The Power of the Gaze


CIaude Levi-Strauss, The Savage Mind (Chicago: University of Chicago Press, 1966), "The 'bricoleur' is adept at performing a large number of diverse tasks; but unlike the engineer, he does not subordinate each of them to the availability of raw materials and tools conceived and procured for the purpose of the project. His universe of instruments is closed and the rules of his game are always to make do with 'whatever is at hand,' that is to say with a set of tools and materials which is always finite and is also heterogeneous because what it contains bears no relation to the current project, or indeed to any particular project, but is the contingent result of all the occasions there have been to renew or enrich the stock or to maintain it with the remains of previous constructions or destructions."
Thanks to Doug Weichbrodt for posting that quote on FaceBook

This passage perfectly describes how I make an assemblage... and almost describes how I make a poem.

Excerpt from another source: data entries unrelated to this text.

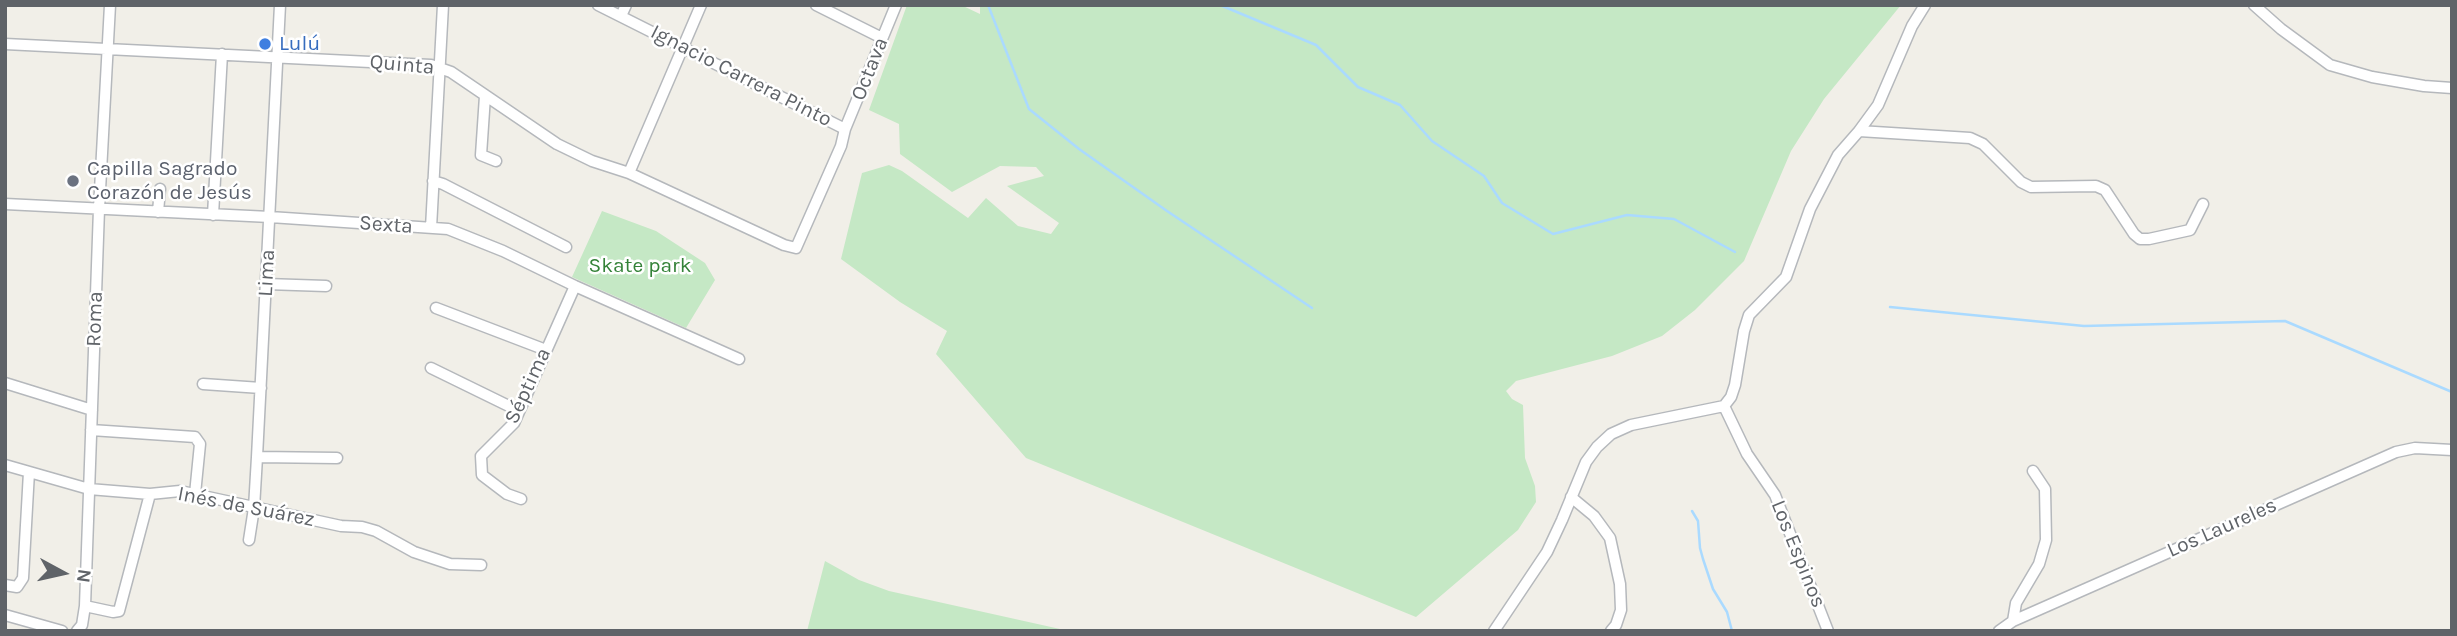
<!DOCTYPE html>
<html>
<head>
<meta charset="utf-8">
<style>
	body { margin:0 }
	#map { position:relative; width:2457px; height:636px; overflow:hidden; background:#f1efe8; font-family:Karla,sans-serif }
	canvas { display:block }
	.frame { position:absolute; inset:0; border:7px solid #5f6368; pointer-events:none }
	.north { position:absolute; left:28px; top:538px; width:70px; height:70px; -webkit-text-stroke:5px #fff; paint-order:stroke; rotate:98deg; font-size:19px; font-weight:700; line-height:28px; text-align:center; color:#5f6368 }
	.north::after { content:''; display:block; margin:auto; width:24px; height:32px; background:#5f6368; clip-path:polygon(50% 0,100% 100%,50% 72%,0 100%) }
</style>
</head>
<body>
<div id="map">
<canvas width="2457" height="636"></canvas>
<div class="frame"></div>
<div class="north">N</div>
</div>
<script>
const context = document.querySelector('canvas').getContext('2d');
context.lineJoin = 'round';
function fill(path, color) {
  context.fillStyle = color;
  context.fill(path, 'evenodd');
}
function toPath(rows) {
  const path = new Path2D();
  for (const r of rows) {
    path.moveTo(r[0], r[1]);
    for (let i = 2; i < r.length; i += 2) path.lineTo(r[i], r[i + 1]);
  }
  return path;
}
function stroke(path, color, width, dash) {
  context.strokeStyle = color;
  context.lineWidth = width;
  context.lineCap = dash ? 'butt' : 'round';
  context.setLineDash(dash || []);
  context.stroke(path);
}
function drawText(font, color, halo, rows, align = 'center') {
  context.font = font + ' Karla,sans-serif';
  context.lineWidth = 5;
  context.setLineDash([]);
  context.textBaseline = 'middle';
  context.strokeStyle = halo;
  context.fillStyle = color;
  for (const [text, x, y, turn = 0] of rows) {
    context.save();
    context.translate(x, y);
    context.rotate((+turn || 0) * Math.PI / 180);
    context.textAlign = isNaN(turn) ? turn : align;
    if (halo) context.strokeText(text, 0, 0);
    context.fillText(text, 0, 0);
    context.restore();
  }
}
fill(toPath([
	[907,5,961,5,980,14,980,5,1901,5,1824,99,1791,151,1744,261,1695,310,1662,336,1612,356,1516,381,1506,391,1512,399,1523,405,1525,458,1535,486,1536,502,1518,530,1416,617,1026,458,936,354,947,331,900,302,841,259,862,173,889,165,902,171,968,218,986,198,1018,226,1051,234,1059,223,1007,186,1044,176,1036,167,1000,166,952,192,900,154,899,124,869,110],
	[602,211,656,231,705,263,715,280,686,328,572,277],
	[825,561,859,580,889,591,1069,631,807,631]
]), '#c5e8c5');
stroke(toPath([
	[988,5,1029,109,1079,149,1167,211,1312,308],
	[1220,5,1316,45,1358,87,1400,105,1432,141,1484,176,1502,203,1553,234,1627,215,1674,219,1735,252],
	[1890,307,2084,326,2285,321,2452,392],
	[1692,511,1698,521,1700,548,1703,559,1713,589,1727,612,1732,631]
]), '#aadaff', 2.5);
const minor = toPath([
	[598,5,845,129],
	[816,5,882,38],
	[2254,5,2281,29,2330,65,2372,77,2424,86,2452,88],
	[621,16,626,5],
	[5,44,431,65,451,72,557,144,592,161,629,173,784,245,796,248,841,146,845,129,896,5],
	[485,96,481,155,496,161],
	[1859,131,1970,138,1983,144,2021,182,2031,187,2096,186,2105,190,2134,234,2140,239,2149,239,2190,230,2203,204],
	[629,173,701,5],
	[433,181,443,184,566,247],
	[5,204,270,217,448,229,503,251,575,286,739,359],
	[158,212,160,189],
	[213,215,222,54],
	[431,228,443,5],
	[266,284,326,286],
	[436,308,546,350],
	[431,368,519,411],
	[5,383,92,410],
	[203,384,261,388],
	[1724,406,1747,454,1775,495,1828,631],
	[91,430,195,437,200,444,195,494],
	[257,457,337,458],
	[5,465,89,489,150,494,180,491,341,526,362,527,376,531,414,552,450,564,481,565],
	[1571,497,1594,516,1610,538,1620,584,1621,610,1616,625,1611,631],
	[521,499,507,494,482,475,481,456,514,423,575,286],
	[249,540,254,508,257,457,280,5],
	[5,585,17,587,23,578,29,472],
	[85,606,113,612,119,611,150,494],
	[5,615,62,631],
	[2013,621,2016,603,2039,564,2046,540,2045,489,2033,471],
	[77,631,82,625,85,606,99,209,110,5],
	[1494,631,1547,552,1562,520,1586,462,1597,447,1611,434,1631,425,1724,406,1731,397,1735,385,1744,331,1749,315,1786,277,1810,209,1838,155,1859,131,1878,105,1912,26,1925,5],
	[1999,631,2013,621,2396,452,2415,448,2452,450]
]);
stroke(minor, '#b5b8bc', 13);
stroke(minor, '#fff', 10);
for (const [x, y, r, color] of [
	[265,44,7,"#3f7fe0"],
	[73,181,7,"#6b7280"]
]) {
  const dot = new Path2D();
  dot.arc(x, y, r, 0, 2 * Math.PI);
  context.fillStyle = color;
  context.fill(dot);
  stroke(dot, '#fff', 2.5);
}
drawText('21px', '#366cbe', '#fff', [
	["Lulú",279,44]
], 'left');
drawText('21px', '#5f6368', '#fff', [
	["Quinta",402,65,5],
	["Octava",870,69,-68],
	["Ignacio Carrera Pinto",741,76,27],
	["Sexta",386,225,4],
	["Lima",267,273,-87],
	["Roma",95,319,-88],
	["Séptima",528,386,-65],
	["Inés de Suárez",246,507,11],
	["Los Laureles",2222,528,-24],
	["Los Espinos",1798,554,68]
]);
drawText('21px', '#5b616d', '#fff', [
	["Capilla Sagrado",87,169],
	["Corazón de Jesús",87,193]
], 'left');
drawText('21px', '#348238', '#fff', [
	["Skate park",640,266]
]);
</script>
</body>
</html>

Have been thinking about this--how the 'things' before me are like passing thoughts, which, in being brought together, become an "idea,' but one that exists entirely outside my head, an idea which has no need of me to think it. I experience this as being guided by the objects. The power of the gaze turned to the objects of the world is fertile and creative, brooks no stasis, assembles, dissembles and moves on.

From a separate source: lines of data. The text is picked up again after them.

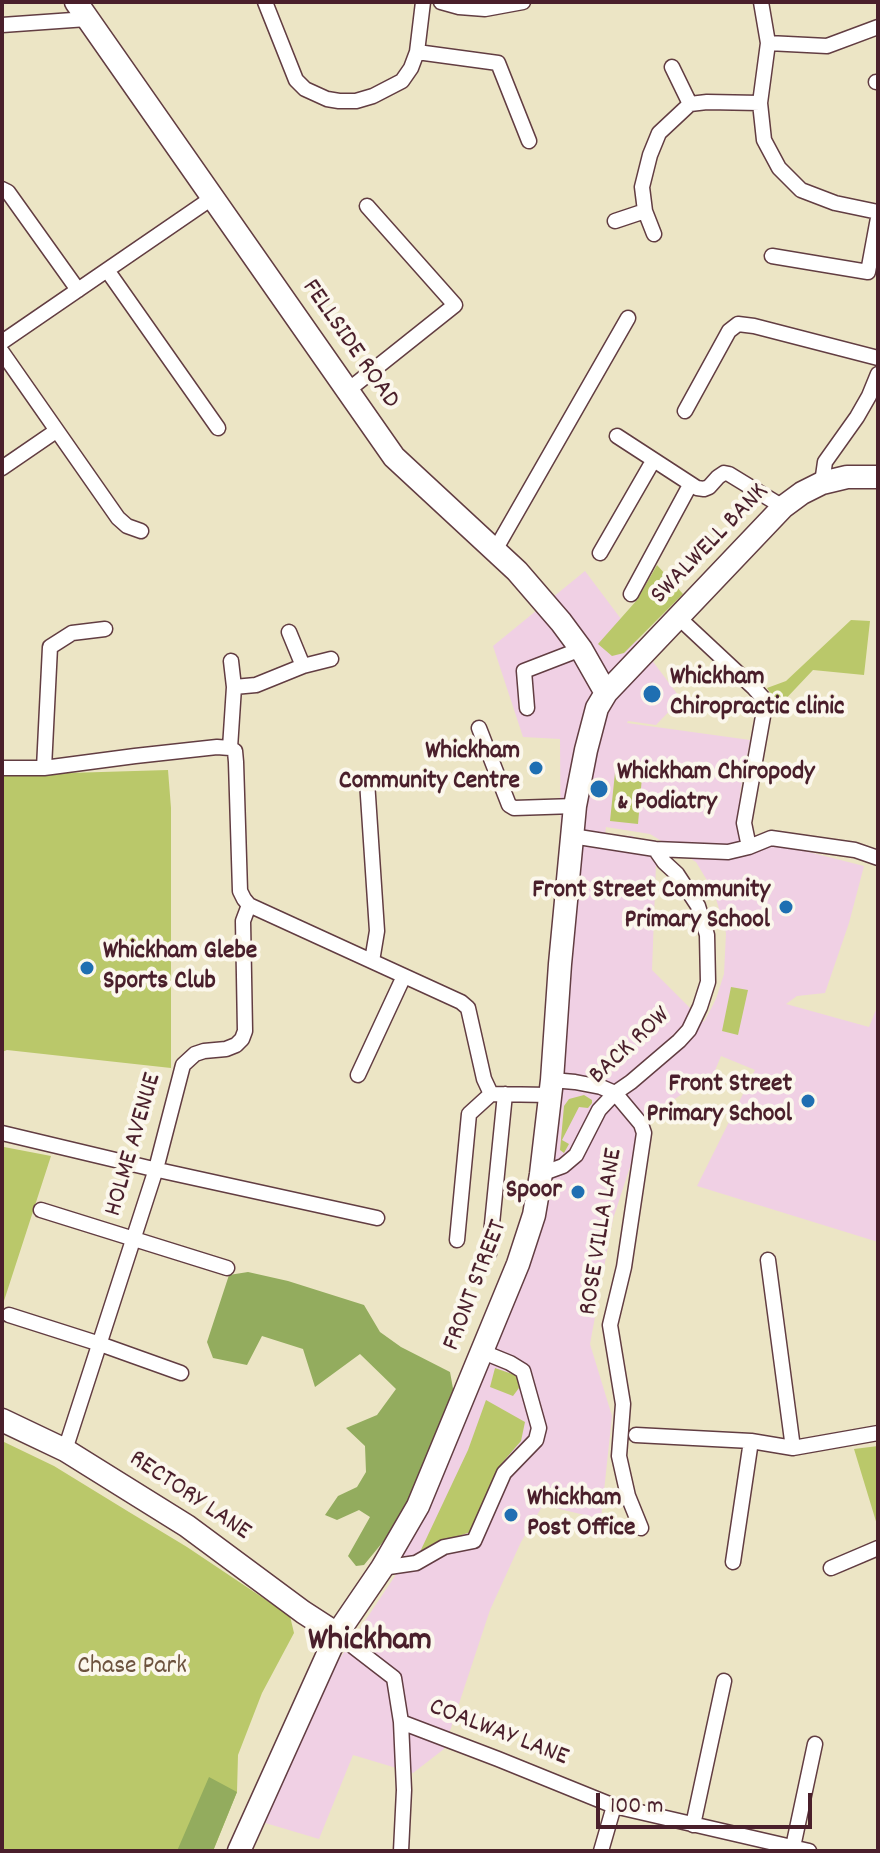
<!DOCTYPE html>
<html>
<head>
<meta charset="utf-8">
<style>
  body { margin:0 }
  #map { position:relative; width:880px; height:1853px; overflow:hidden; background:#ece5c5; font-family:Dekko,sans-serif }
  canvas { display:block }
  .frame { position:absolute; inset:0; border:4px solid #4a1f2b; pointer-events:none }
  .scale { position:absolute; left:596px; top:1793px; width:216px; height:36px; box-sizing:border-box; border:4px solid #4a1f2b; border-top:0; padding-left:10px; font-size:24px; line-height:28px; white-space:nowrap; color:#4a1f2b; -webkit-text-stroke:6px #fbf7ec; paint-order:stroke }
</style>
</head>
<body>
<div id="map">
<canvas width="880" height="1853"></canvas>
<div class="frame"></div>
<div class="scale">100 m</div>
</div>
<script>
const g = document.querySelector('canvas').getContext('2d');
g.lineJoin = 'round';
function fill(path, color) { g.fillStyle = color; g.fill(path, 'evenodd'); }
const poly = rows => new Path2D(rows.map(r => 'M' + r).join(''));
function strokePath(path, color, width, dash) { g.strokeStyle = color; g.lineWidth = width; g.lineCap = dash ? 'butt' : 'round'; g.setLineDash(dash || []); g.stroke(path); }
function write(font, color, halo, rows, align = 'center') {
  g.font = font + ' Dekko,sans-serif'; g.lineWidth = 8; g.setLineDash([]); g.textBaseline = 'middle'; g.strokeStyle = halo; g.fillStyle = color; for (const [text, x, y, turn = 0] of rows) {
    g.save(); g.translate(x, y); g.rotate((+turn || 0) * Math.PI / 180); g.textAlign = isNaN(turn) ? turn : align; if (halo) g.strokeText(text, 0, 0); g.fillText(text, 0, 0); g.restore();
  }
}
const built = poly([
  [585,571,681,699,656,725,628,721,627,723,750,740,740,793,739,851,766,845,777,844,864,866,849,923,825,993,797,996,786,1004,869,1027,878,1005,878,1242,697,1186,755,1070,721,1056,714,1073,646,1118,613,1219,590,1344,612,1416,601,1519,543,1505,521,1542,490,1610,444,1749,413,1773,353,1755,319,1839,262,1822,332,1670,395,1576,533,1235,561,885,560,739,523,737,493,646],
  [606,827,650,834,696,862,714,892,726,933,724,974,716,999,704,1022,652,970,656,864,633,836,605,835]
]);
const green = poly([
  [657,565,683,594,624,653,612,656,598,644,637,600],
  [851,620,870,621,864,675,813,670,779,706,767,688,786,681],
  [616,763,643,765,638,824,610,821],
  [168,770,171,808,171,1068,7,1050,2,1052,2,775],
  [731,987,748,990,738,1035,722,1031],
  [584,1095,592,1100,592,1103,588,1108,579,1107,562,1140,569,1144,564,1153,560,1150,564,1106,569,1099],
  [4,1147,51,1156,2,1307,2,1150],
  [495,1368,518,1376,519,1388,513,1396,490,1387],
  [486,1400,525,1422,521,1441,502,1463,474,1531,446,1540,419,1554,468,1450],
  [2,1441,54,1466,129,1512,187,1547,290,1616,294,1633,262,1693,238,1755,237,1792,213,1851,2,1851],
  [878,1446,878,1528,854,1449]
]);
const forest = poly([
  [248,1272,288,1281,364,1305,380,1332,401,1347,450,1372,454,1394,405,1515,364,1565,356,1566,348,1556,370,1517,359,1510,337,1520,325,1515,338,1496,357,1487,366,1472,365,1446,346,1428,377,1415,396,1389,360,1354,315,1387,303,1349,262,1336,247,1365,213,1358,207,1342,229,1275],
  [209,1777,237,1792,213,1851,177,1851]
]);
const street = poly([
  [265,2,296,80,305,89,327,99,339,101,356,101,373,96,402,81,411,68,417,52,423,2],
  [441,2,459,7,485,9,523,2],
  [761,2,768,43,760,103,764,140,779,168,801,190,835,203,878,212],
  [2,25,87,19],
  [768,43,827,46,878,27],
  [417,52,498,63,529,141],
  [672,67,690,104],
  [876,82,878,82],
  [2,189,8,192,78,290],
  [615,221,645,211],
  [654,234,645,211,642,187,650,155,659,133,690,104,707,102,760,103],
  [772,256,868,272,878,218],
  [107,270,218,428],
  [2,342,212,198],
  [2,352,118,518,127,526,141,531],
  [347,391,455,305,367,206],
  [685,411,729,331,738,324,754,326,878,358],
  [617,436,697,488,704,489,709,487,718,477,724,473,729,474,783,507],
  [2,468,56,431],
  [822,483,825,462,857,417,869,396,878,374],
  [494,552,628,318],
  [600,553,653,461],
  [631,594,690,485],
  [679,618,754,688,763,698,765,705,744,823,749,847],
  [289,632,303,666],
  [234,687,256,685,303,666,331,659],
  [527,708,524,671,581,649],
  [479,728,509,805,514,808,575,806],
  [230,748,235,751,236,762,240,891,244,899,249,905,461,1002,468,1008,484,1079,491,1094],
  [230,748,234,687,231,661],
  [2,768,44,768,135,756,217,747,230,748],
  [44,768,50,647,72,633,105,629],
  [367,781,377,931,372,961],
  [572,836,655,849,728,852,749,847,771,838,855,850,878,858],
  [358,1075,404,976],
  [552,1080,575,1082,601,1087,615,1093,641,1124,644,1133,624,1267,610,1325,623,1404,619,1456,628,1496,641,1528],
  [2,1133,149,1168,377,1218],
  [541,1174,563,1166,576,1155,599,1110,615,1093,631,1082,679,1041,689,1030,700,1007,708,982,707,935,698,906,677,874,664,862,655,849],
  [41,1210,227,1268],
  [457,1240,469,1114,491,1094,550,1095],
  [489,1254,505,1094],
  [768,1260,793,1448],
  [9,1315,100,1344,181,1373],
  [636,1435,751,1441,793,1448,878,1433],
  [65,1450,156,1169,183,1065,195,1054,204,1051,226,1049,236,1045,242,1039,245,1031,243,921,249,905],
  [733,1562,751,1441],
  [382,1568,416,1563,444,1547,474,1541,504,1473,536,1440,539,1428,523,1371,510,1363,483,1352],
  [831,1568,878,1548],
  [337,1634,394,1678,401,1722,404,1790,401,1851],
  [401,1722,498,1759,614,1806,809,1851],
  [693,1825,724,1681],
  [793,1847,815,1744],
  [601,1851,614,1806]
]);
const secondary = poly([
  [76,2,394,457,517,571,561,622,581,649,606,693],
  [2,1420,65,1450,187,1526,303,1612,337,1634],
  [239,1851,337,1634,382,1568,418,1506,518,1264,534,1215,541,1174,552,1080,560,964,575,806,586,750,597,708,606,693,783,507,802,493,822,483,847,477,878,477]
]);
const markers = [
  [652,694,10,"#1f6fb2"],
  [536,768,8,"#1f6fb2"],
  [599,789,10,"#1f6fb2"],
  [786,907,8,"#1f6fb2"],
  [87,968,8,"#1f6fb2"],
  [808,1101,8,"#1f6fb2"],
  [578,1192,8,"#1f6fb2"],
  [511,1515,8,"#1f6fb2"]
];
const streetNames = [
  ["FELLSIDE ROAD",349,345,55],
  ["SWALWELL BANK",711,545,-46],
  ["BACK ROW",631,1047,-43],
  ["HOLME AVENUE",135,1145,-74],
  ["ROSE VILLA LANE",603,1232,-81],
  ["FRONT STREET",477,1286,-69],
  ["RECTORY LANE",189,1497,34],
  ["COALWAY LANE",498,1734,21]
];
const poiNames = [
  ["Whickham",670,679],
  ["Chiropractic clinic",670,709],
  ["Whickham",520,753,"right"],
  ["Community Centre",520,783,"right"],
  ["Whickham Chiropody",617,774],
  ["& Podiatry",617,804],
  ["Front Street Community",770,892,"right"],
  ["Primary School",770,922,"right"],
  ["Whickham Glebe",103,953],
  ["Sports Club",103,983],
  ["Front Street",792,1086,"right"],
  ["Primary School",792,1116,"right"],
  ["Spoor",562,1192,"right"],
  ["Whickham",527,1500],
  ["Post Office",527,1530]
];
const parkNames = [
  ["Chase Park",132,1668]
];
const districtNames = [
  ["Whickham",370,1643]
];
fill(built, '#f0d0e4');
fill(green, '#bac86a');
fill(forest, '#93ac5e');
strokePath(street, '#623d42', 17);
strokePath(secondary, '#623d42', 25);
strokePath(street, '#fff', 14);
strokePath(secondary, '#fff', 22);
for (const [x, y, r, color] of markers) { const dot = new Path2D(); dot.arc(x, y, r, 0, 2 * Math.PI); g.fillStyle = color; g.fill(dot); strokePath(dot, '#fbf7ec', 3); }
write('26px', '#4a1f2b', '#fbf7ec', streetNames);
write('bold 26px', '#4a1f2b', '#fbf7ec', poiNames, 'left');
write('26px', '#6c523e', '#fbf7ec', parkNames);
write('bold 34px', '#4a1f2b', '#fbf7ec', districtNames);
</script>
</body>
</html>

There is a way of seeing that does not impose itself on what passes through the field of vision, but is guided by the objects themselves. If you trust in this 'envisioning,' what comes of it will never be a "waste of time--but the discipline is not ours... perhaps, not a waste, precisely because the discipline is not 'ours " ... is not 'owned.' And though the objects have been found at random--the moment they are picked up, it becomes are an act in a stream of highly determined acts--but which are unguided by any imagined future form they might take. That would ruin it... the confirmation is wonder and surprise, and leaves no room for pride... or perhaps, a pride shared with the assembled idea... it having participated in creating the creator, as much as the other way around.